INSTRUCTIONS TO FOLLOW
The response must contain every line from the records below that has "lines".

SUPPLIED RECORDS
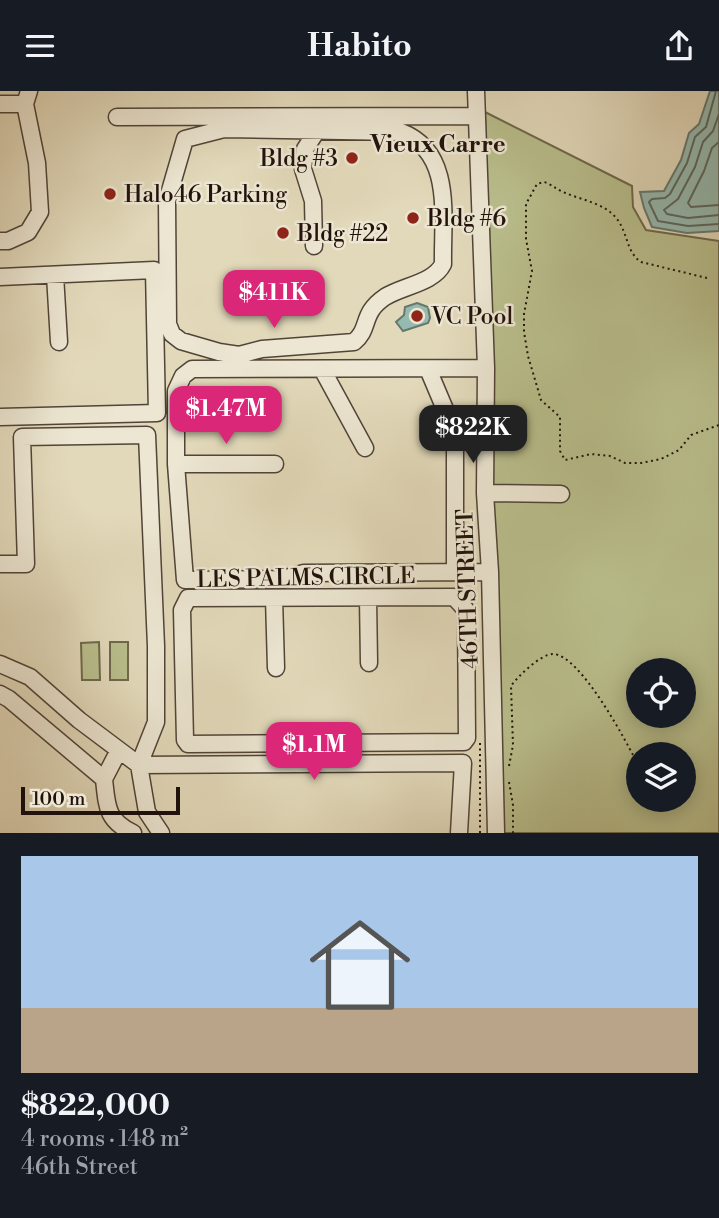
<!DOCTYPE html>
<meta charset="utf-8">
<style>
:root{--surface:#171b24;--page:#242831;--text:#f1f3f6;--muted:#9ea1a6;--line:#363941;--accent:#db2777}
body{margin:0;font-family:"Libre Bodoni",serif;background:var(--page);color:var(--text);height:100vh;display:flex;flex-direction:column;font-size:26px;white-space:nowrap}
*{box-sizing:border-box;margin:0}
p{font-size:23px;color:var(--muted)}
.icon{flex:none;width:38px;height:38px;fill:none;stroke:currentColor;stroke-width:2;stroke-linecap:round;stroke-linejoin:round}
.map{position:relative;height:742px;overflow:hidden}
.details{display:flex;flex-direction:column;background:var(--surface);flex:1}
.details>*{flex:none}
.buttons{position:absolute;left:626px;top:567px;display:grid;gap:14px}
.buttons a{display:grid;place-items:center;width:70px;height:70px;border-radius:50%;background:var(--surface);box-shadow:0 4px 18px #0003;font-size:35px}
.scale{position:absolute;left:21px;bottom:18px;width:159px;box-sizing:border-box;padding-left:7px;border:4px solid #21120c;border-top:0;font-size:19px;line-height:24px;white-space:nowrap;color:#21120c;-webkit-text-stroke:5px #ece6d2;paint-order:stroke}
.price{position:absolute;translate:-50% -60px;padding:0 16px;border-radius:14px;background:var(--accent);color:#fff;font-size:23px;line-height:46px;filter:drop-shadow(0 2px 4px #0008)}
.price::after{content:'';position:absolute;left:50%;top:42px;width:21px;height:16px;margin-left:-10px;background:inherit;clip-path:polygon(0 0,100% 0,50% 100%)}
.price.current{background:#222;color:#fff}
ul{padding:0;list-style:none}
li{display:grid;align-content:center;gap:14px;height:371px;padding:0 21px}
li+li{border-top:2px solid var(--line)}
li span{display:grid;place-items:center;height:217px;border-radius:0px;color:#555}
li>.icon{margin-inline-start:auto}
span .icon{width:126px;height:126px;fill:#fffc;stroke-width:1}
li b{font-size:30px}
header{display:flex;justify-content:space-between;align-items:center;height:91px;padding:0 21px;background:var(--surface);font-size:32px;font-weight:800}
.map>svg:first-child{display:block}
.green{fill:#b9be8c;stroke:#6d684c;stroke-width:2;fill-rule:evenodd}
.water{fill:#95bab0;stroke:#67776e;stroke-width:2}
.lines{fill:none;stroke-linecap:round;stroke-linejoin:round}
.shore{stroke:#5b665e;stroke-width:2}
.minor-casing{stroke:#514438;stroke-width:19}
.path{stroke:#21120c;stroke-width:2;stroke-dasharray:2 3.5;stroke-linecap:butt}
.minor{stroke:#ece6d2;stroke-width:16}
.poi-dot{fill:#8f2418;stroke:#ece6d2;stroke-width:2.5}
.labels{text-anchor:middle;stroke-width:5;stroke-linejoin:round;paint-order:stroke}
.poi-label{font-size:23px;fill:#21120c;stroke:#ece6d2;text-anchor:start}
.street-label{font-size:23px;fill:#21120c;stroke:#ece6d2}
.neighbourhood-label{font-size:24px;font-weight:bold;fill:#21120c;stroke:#ece6d2}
</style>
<header><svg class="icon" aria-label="menu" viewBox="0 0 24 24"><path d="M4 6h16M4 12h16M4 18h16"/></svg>Habito<svg class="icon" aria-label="share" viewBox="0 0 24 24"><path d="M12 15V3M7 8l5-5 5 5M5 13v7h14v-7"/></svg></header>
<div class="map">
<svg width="719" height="742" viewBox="0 0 719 742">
<rect width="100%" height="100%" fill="#e2d9ba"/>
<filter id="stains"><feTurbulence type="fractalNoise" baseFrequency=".00286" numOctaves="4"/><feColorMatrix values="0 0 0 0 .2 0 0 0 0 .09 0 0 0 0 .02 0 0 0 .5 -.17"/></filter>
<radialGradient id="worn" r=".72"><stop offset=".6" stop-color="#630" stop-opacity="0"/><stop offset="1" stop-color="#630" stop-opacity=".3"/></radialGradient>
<path class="green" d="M485,21L632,95L633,116L646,139L719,150V742H500ZM639,579H684V625H639ZM639,663H684V709H639Z
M99,551L100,589H82L81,552Z
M110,551H128V589H110Z"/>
<path class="water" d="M710,0H719V140L687,142L652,136L644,117L640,101L664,100L681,69L689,42L699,33Z
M417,212L428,216L430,227L428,232L403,240L396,231L404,224L405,216Z"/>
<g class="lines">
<path class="shore" d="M716,0L706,36L695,46L687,72L670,103L665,107L652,108L649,111L658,130L688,135L719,133
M719,23L713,40L703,51L695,76L678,108L664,119L667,123L688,127L719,124
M719,51L712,57L704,80L688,112L691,116L719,114"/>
<defs>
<path id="minor" d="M476,0L486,277L485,402L490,481L496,742
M0,13H25
M117,26L477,25
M224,38L401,41C454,61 442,126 443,173C434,192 402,195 385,206C360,223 371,237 354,251L262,258L239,264L219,261L181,250L172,243L168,233L167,110L185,48Z
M0,150H8L28,141L40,121L37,72L25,13L29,0
M314,155L313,110L303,78L305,58L318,38V31
M55,184L59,251
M0,186L154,179L157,322L0,326
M486,277L192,278L183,285L176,300V373L185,489L283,488L304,482L490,481
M322,278L365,357
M428,278L455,342V481
M176,373H275
M485,402L561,403
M0,473H26L22,346L147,344L156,555V631L139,674L463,672L459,742
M454,506L466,519L467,647L464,651L188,653L185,649L182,519L188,507Z
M274,507L276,577
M368,507L369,572
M0,573L30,586L79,629L139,674L147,721L161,742
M0,603L9,608L104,688C107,715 106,729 133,742
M104,688L119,659"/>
</defs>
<use href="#minor" class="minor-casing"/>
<path class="path" d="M707,187L641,171C626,161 628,142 617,128C605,112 581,109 563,101C556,98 551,93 544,91L537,93L526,113V148L532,180L524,223V241L528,265L541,309L560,326V360L565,369L591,363L610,365L625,372H641L661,368L679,359L691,344L719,334
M480,652V742
M509,675L513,654L511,595C518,585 541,563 553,563C580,563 628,653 639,676
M509,691L513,714V742"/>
<use href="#minor" class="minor"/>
</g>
<g class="poi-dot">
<circle cx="352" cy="67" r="7"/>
<circle cx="110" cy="103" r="7"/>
<circle cx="413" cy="127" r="7"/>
<circle cx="283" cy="142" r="7"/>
<circle cx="417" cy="225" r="7"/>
</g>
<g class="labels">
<g class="poi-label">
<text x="338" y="75" text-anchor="end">Bldg #3</text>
<text x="124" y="111">Halo46 Parking</text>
<text x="427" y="135">Bldg #6</text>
<text x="297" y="150">Bldg #22</text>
<text x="431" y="233">VC Pool</text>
</g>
<g class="street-label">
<text transform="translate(306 486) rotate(-1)" y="8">LES PALMS CIRCLE</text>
<text transform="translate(467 498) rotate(-92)" y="8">46TH STREET</text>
</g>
<g class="neighbourhood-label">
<text x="438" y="61">Vieux Carre</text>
</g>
</g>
<rect width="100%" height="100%" filter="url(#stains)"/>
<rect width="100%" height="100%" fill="url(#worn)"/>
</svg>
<div class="buttons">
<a><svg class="icon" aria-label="locate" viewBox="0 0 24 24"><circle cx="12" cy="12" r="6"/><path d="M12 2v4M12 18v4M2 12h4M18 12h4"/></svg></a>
<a><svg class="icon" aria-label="layers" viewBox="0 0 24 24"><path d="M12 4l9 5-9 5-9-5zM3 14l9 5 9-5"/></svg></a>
</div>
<div class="scale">100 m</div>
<b class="price" style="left:274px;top:239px">$411K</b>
<b class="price" style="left:226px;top:355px">$1.47M</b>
<b class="price current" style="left:473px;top:374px">$822K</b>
<b class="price" style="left:314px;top:691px">$1.1M</b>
</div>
<section class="details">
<ul>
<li><span style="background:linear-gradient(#a9c7e8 70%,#b9a48a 0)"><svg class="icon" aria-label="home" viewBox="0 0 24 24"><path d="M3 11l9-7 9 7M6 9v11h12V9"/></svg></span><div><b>$822,000</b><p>4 rooms · 148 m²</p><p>46th Street</p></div></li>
</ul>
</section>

RESPONSE TO THIS TASK
.lines{fill:none;stroke-linecap:round;stroke-linejoin:round}
<g class="lines">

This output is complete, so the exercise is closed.